* _Input data_:
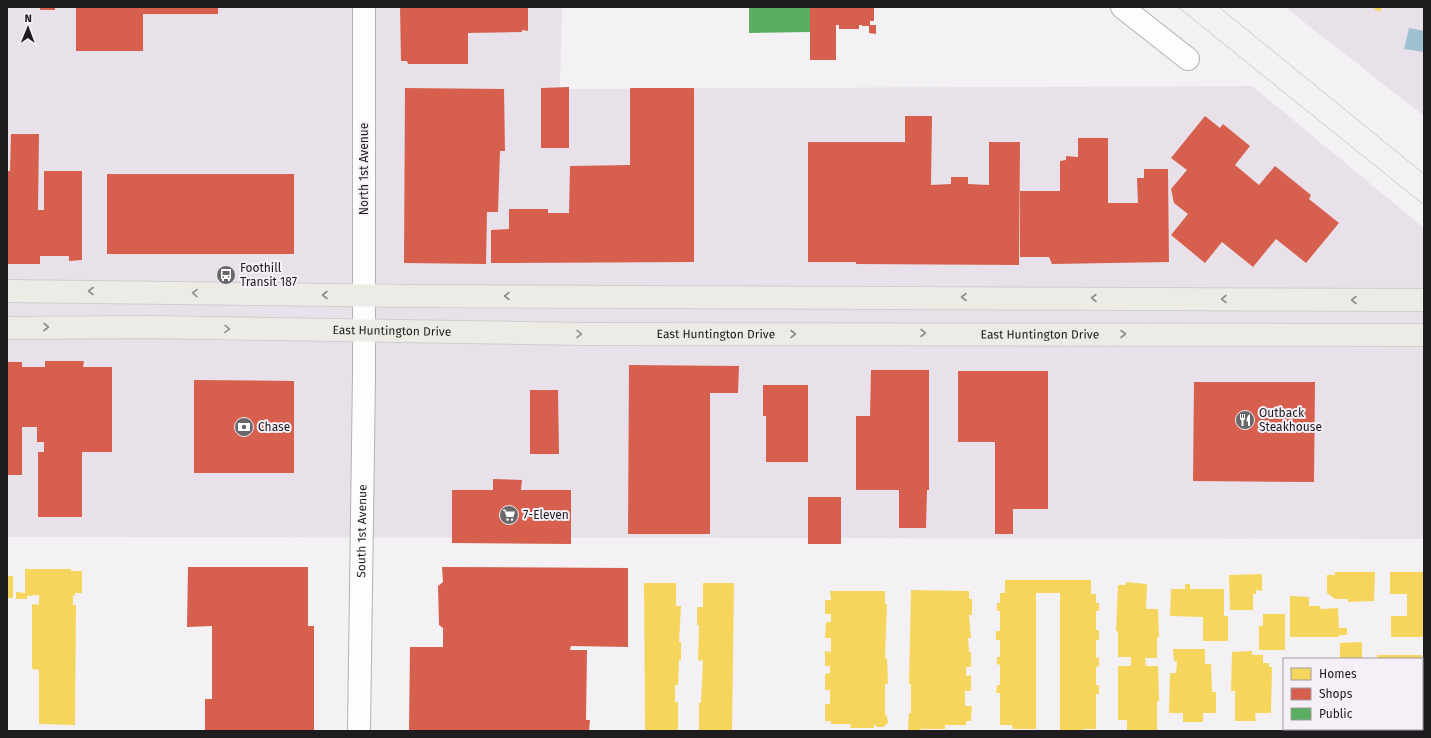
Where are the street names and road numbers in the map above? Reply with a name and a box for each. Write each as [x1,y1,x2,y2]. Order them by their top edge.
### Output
street label: North 1st Avenue [357,123,371,215]
street label: East Huntington Drive [333,323,451,339]
street label: East Huntington Drive [657,327,775,341]
street label: East Huntington Drive [981,327,1099,342]
street label: South 1st Avenue [354,484,369,578]

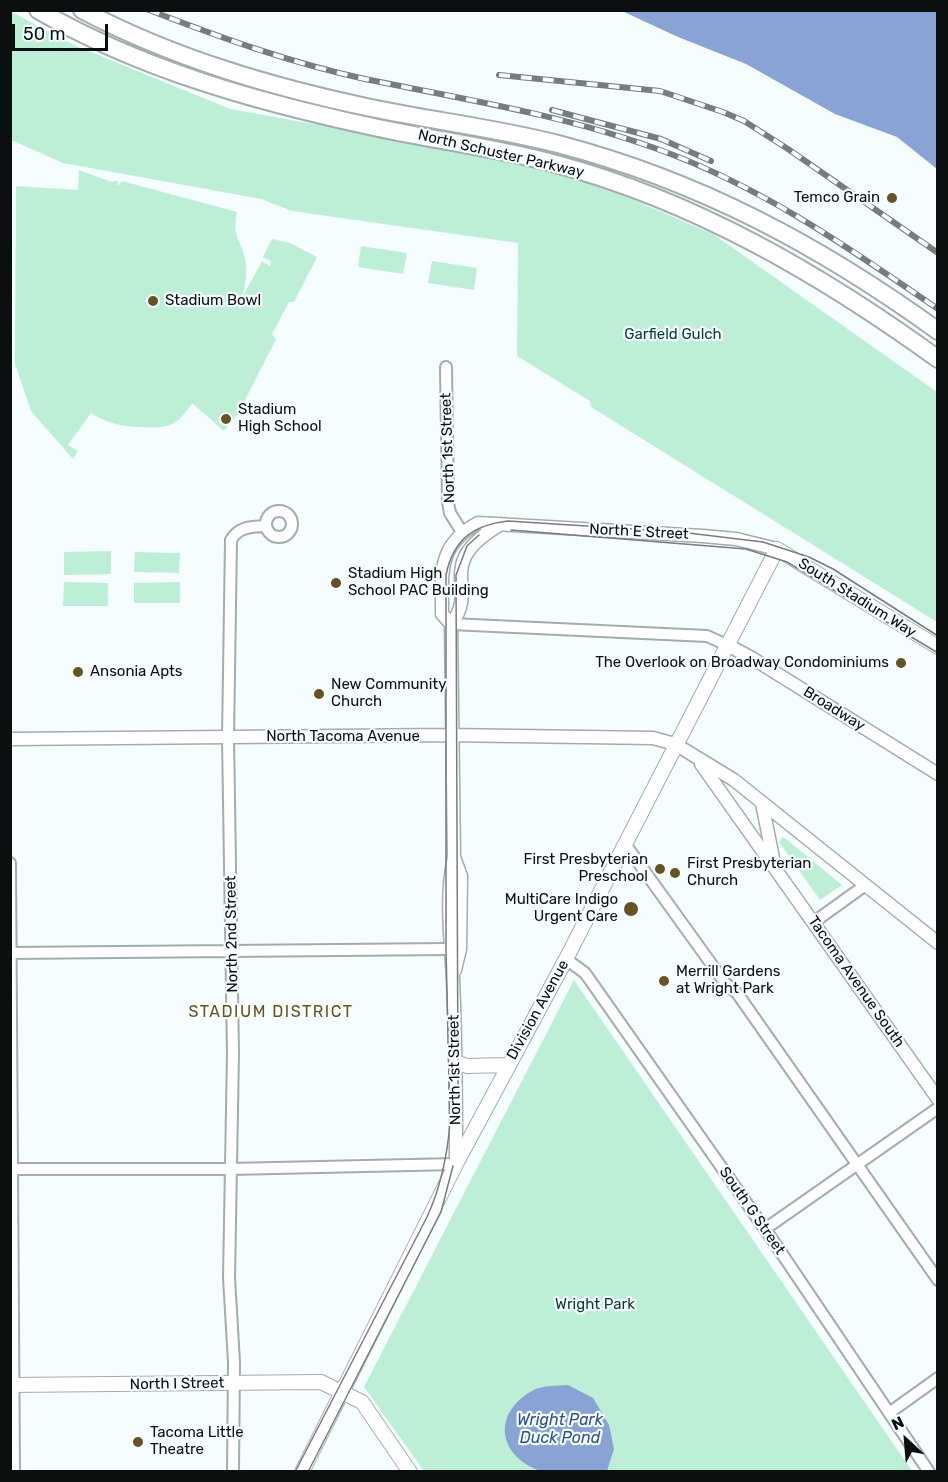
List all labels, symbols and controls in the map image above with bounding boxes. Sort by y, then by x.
scale bar [15,12,111,50]
text: 50 m [23,23,66,45]
street label: North Schuster Parkway [416,126,586,182]
place label: Temco Grain [794,189,880,207]
marker: Temco Grain [885,191,899,205]
place label: Stadium Bowl [165,292,261,310]
marker: Stadium Bowl [146,294,160,308]
park label: Garfield Gulch [624,326,722,344]
street label: North 1st Street [437,393,459,503]
place label: Stadium High School [238,401,322,436]
marker: Stadium High School [219,412,233,426]
street label: North E Street [589,520,689,544]
street label: South Stadium Way [795,554,919,642]
place label: Stadium High School PAC Building [348,565,489,600]
marker: Stadium High School PAC Building [329,576,343,590]
place label: The Overlook on Broadway Condominiums [595,654,889,672]
marker: The Overlook on Broadway Condominiums [894,656,908,670]
place label: Ansonia Apts [90,663,182,681]
marker: Ansonia Apts [71,665,85,679]
place label: New Community Church [331,676,446,711]
street label: Broadway [800,683,868,735]
marker: New Community Church [312,687,326,701]
street label: North Tacoma Avenue [266,728,420,746]
place label: First Presbyterian Preschool [524,851,648,886]
place label: First Presbyterian Church [687,855,811,890]
marker: First Presbyterian Preschool [653,862,667,876]
marker: First Presbyterian Church [668,866,682,880]
street label: North 2nd Street [222,875,242,993]
place label: MultiCare Indigo Urgent Care [505,891,618,926]
marker: MultiCare Indigo Urgent Care [622,900,640,918]
street label: Tacoma Avenue South [804,913,908,1051]
street label: Division Avenue [503,957,573,1063]
place label: Merrill Gardens at Wright Park [676,963,780,998]
marker: Merrill Gardens at Wright Park [657,974,671,988]
district label: STADIUM DISTRICT [188,1002,354,1022]
street label: North 1st Street [445,1015,465,1125]
street label: South G Street [715,1164,789,1258]
park label: Wright Park [555,1296,635,1314]
street label: North I Street [130,1374,224,1394]
water label: Wright Park Duck Pond [517,1410,603,1448]
north arrow [876,1410,936,1470]
text: N [889,1412,907,1434]
place label: Tacoma Little Theatre [150,1424,244,1459]
marker: Tacoma Little Theatre [131,1435,145,1449]

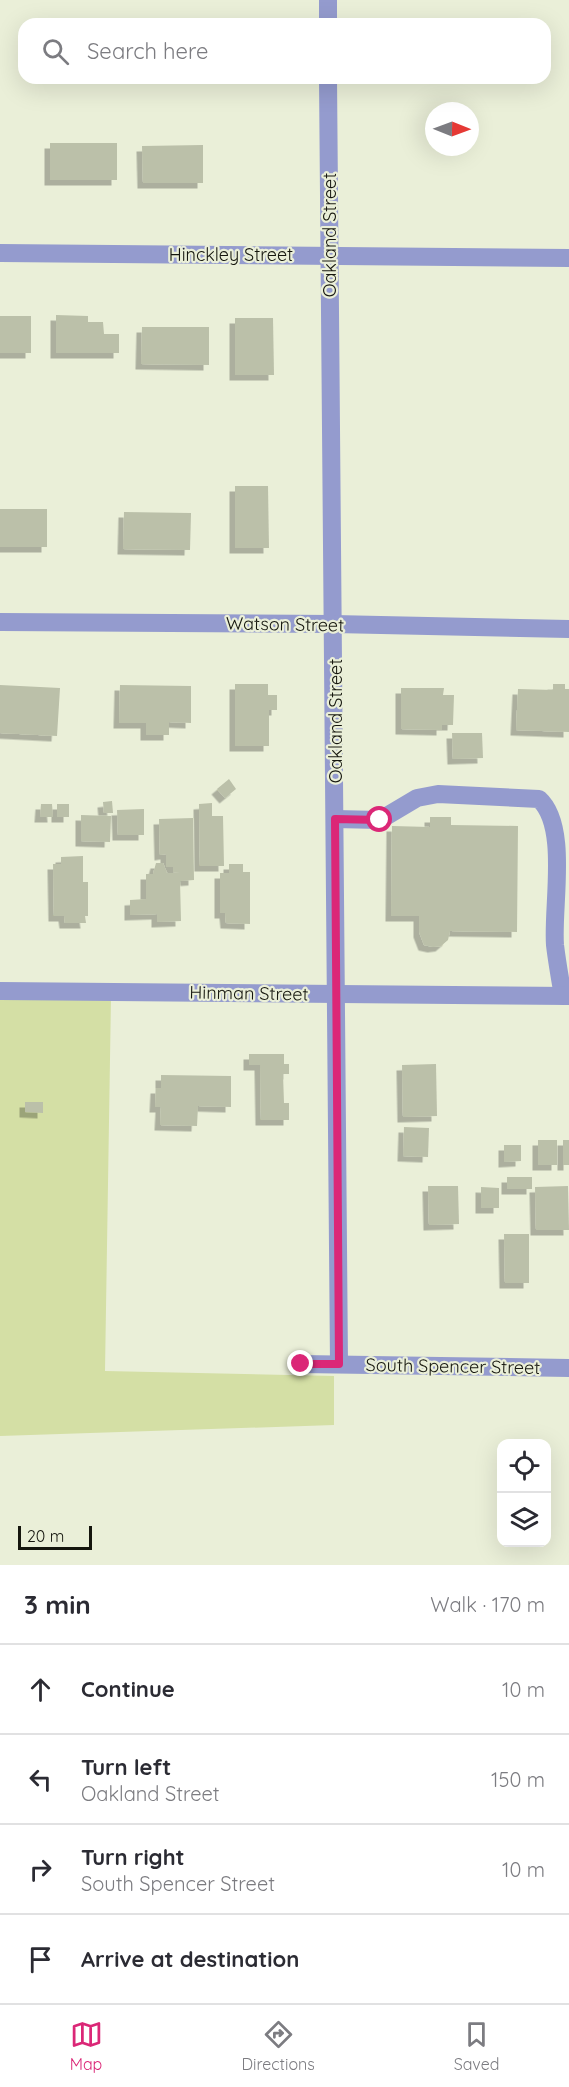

* _Work to complete_: Only the pictures stay behind; everything else in the data above is to be retyped exactly.

* _Response to the task_:
Where are the street names and road numbers in the map above? Reply with a name and a box for each. Write each as [x1,y1,x2,y2]. Order them by their top edge.
### Output
street label: North 1st Avenue [357,123,371,215]
street label: East Huntington Drive [333,323,451,339]
street label: East Huntington Drive [657,327,775,341]
street label: East Huntington Drive [981,327,1099,342]
street label: South 1st Avenue [354,484,369,578]

List all labels, symbols and controls in the map image above with bounding boxes. Sort by y, then by x.
scale bar [15,12,111,50]
text: 50 m [23,23,66,45]
street label: North Schuster Parkway [416,126,586,182]
place label: Temco Grain [794,189,880,207]
marker: Temco Grain [885,191,899,205]
place label: Stadium Bowl [165,292,261,310]
marker: Stadium Bowl [146,294,160,308]
park label: Garfield Gulch [624,326,722,344]
street label: North 1st Street [437,393,459,503]
place label: Stadium High School [238,401,322,436]
marker: Stadium High School [219,412,233,426]
street label: North E Street [589,520,689,544]
street label: South Stadium Way [795,554,919,642]
place label: Stadium High School PAC Building [348,565,489,600]
marker: Stadium High School PAC Building [329,576,343,590]
place label: The Overlook on Broadway Condominiums [595,654,889,672]
marker: The Overlook on Broadway Condominiums [894,656,908,670]
place label: Ansonia Apts [90,663,182,681]
marker: Ansonia Apts [71,665,85,679]
place label: New Community Church [331,676,446,711]
street label: Broadway [800,683,868,735]
marker: New Community Church [312,687,326,701]
street label: North Tacoma Avenue [266,728,420,746]
place label: First Presbyterian Preschool [524,851,648,886]
place label: First Presbyterian Church [687,855,811,890]
marker: First Presbyterian Preschool [653,862,667,876]
marker: First Presbyterian Church [668,866,682,880]
street label: North 2nd Street [222,875,242,993]
place label: MultiCare Indigo Urgent Care [505,891,618,926]
marker: MultiCare Indigo Urgent Care [622,900,640,918]
street label: Tacoma Avenue South [804,913,908,1051]
street label: Division Avenue [503,957,573,1063]
place label: Merrill Gardens at Wright Park [676,963,780,998]
marker: Merrill Gardens at Wright Park [657,974,671,988]
district label: STADIUM DISTRICT [188,1002,354,1022]
street label: North 1st Street [445,1015,465,1125]
street label: South G Street [715,1164,789,1258]
park label: Wright Park [555,1296,635,1314]
street label: North I Street [130,1374,224,1394]
water label: Wright Park Duck Pond [517,1410,603,1448]
north arrow [876,1410,936,1470]
text: N [889,1412,907,1434]
place label: Tacoma Little Theatre [150,1424,244,1459]
marker: Tacoma Little Theatre [131,1435,145,1449]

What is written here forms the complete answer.